Directions for this task
Select the lines of the records containing the word "number" and list them.

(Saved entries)
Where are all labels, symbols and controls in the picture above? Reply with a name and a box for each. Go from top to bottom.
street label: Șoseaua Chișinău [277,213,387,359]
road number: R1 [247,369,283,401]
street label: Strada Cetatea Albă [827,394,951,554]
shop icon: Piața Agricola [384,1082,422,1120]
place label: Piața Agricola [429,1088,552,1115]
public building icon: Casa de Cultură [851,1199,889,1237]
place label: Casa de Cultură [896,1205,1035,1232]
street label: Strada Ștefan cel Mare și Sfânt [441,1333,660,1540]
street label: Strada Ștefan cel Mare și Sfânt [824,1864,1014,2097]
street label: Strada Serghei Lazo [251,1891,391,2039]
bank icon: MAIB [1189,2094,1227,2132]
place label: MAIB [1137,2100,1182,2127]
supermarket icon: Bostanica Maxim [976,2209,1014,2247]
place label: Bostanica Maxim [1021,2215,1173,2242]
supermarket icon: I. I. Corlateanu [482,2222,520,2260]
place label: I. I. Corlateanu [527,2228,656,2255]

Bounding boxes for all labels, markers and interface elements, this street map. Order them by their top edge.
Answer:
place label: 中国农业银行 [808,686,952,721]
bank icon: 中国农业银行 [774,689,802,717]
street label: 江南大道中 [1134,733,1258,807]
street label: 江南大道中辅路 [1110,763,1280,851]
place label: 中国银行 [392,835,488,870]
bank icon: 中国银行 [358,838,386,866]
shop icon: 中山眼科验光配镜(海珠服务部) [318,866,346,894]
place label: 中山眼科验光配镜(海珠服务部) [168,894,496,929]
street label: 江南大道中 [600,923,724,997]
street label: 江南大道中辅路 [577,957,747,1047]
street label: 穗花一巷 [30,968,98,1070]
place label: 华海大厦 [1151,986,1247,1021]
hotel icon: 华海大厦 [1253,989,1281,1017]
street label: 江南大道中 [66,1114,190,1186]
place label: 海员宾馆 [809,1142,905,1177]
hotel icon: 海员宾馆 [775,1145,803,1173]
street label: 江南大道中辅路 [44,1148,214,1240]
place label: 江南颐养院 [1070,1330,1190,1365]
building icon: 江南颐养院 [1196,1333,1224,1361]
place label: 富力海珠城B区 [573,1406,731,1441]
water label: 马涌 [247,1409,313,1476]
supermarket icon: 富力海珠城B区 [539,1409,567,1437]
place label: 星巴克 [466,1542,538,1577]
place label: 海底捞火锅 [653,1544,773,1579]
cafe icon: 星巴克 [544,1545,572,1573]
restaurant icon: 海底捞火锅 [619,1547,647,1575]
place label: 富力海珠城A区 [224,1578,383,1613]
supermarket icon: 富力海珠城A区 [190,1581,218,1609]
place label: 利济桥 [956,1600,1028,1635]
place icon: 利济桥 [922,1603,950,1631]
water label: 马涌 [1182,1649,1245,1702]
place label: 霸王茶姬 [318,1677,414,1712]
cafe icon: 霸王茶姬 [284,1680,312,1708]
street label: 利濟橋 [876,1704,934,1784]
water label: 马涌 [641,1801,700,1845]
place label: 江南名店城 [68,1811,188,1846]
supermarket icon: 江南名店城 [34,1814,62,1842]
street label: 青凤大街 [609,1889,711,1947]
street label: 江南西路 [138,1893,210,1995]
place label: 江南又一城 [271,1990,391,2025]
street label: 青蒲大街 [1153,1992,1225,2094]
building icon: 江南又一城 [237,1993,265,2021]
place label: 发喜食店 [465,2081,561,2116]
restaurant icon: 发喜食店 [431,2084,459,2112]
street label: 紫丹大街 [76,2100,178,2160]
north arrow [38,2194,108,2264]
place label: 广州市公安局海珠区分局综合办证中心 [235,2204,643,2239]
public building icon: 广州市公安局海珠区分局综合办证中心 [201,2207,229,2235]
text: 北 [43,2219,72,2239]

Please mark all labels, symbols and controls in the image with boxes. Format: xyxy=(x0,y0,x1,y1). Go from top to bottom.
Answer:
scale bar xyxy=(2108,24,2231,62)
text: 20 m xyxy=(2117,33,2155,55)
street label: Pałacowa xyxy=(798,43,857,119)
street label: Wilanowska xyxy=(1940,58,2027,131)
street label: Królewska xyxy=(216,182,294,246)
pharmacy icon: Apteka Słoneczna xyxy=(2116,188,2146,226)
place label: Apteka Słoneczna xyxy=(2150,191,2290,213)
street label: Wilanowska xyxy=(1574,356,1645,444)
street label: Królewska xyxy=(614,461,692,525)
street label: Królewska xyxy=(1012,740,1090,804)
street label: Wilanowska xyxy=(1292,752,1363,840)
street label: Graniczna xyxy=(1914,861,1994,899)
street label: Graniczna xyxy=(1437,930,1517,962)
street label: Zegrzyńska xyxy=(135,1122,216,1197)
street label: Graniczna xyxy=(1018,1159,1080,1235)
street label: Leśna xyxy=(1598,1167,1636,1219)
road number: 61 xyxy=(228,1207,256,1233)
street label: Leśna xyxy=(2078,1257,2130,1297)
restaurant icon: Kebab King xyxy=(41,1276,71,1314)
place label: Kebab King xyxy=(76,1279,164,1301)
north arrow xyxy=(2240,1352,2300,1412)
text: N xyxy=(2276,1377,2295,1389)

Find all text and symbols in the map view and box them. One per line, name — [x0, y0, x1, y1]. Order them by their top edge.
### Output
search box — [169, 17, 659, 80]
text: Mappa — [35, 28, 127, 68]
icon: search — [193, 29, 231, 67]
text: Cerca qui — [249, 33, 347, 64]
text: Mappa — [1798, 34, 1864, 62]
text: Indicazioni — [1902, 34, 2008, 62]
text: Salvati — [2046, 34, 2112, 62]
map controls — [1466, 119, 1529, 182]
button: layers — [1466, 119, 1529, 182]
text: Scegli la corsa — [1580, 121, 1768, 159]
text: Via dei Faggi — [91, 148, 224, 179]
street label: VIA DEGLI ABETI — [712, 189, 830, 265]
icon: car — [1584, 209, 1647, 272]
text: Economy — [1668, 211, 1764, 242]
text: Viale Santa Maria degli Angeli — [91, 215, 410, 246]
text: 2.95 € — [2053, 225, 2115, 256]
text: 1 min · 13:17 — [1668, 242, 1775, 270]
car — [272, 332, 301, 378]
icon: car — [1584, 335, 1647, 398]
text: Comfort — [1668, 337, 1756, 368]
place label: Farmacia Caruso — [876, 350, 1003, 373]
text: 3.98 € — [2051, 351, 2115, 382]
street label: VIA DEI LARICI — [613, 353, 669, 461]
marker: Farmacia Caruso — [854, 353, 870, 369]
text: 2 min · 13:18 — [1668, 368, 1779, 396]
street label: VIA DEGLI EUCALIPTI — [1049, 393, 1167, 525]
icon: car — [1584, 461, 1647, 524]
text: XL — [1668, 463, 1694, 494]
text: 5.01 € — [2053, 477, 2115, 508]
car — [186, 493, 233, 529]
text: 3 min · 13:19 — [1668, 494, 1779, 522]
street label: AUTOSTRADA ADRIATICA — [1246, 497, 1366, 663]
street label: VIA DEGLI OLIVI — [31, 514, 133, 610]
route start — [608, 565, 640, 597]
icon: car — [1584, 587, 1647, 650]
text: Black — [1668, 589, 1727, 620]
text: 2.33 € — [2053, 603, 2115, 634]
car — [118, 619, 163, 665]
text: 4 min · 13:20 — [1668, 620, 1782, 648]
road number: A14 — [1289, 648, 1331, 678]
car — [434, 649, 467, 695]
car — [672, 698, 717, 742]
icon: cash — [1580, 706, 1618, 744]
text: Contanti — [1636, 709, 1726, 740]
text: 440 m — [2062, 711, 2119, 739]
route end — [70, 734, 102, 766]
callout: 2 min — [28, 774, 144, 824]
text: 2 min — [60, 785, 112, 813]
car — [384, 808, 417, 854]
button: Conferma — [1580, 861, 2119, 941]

Result of this exercise
road number: R1 [247,369,283,401]
road number: 61 xyxy=(228,1207,256,1233)
road number: A14 — [1289, 648, 1331, 678]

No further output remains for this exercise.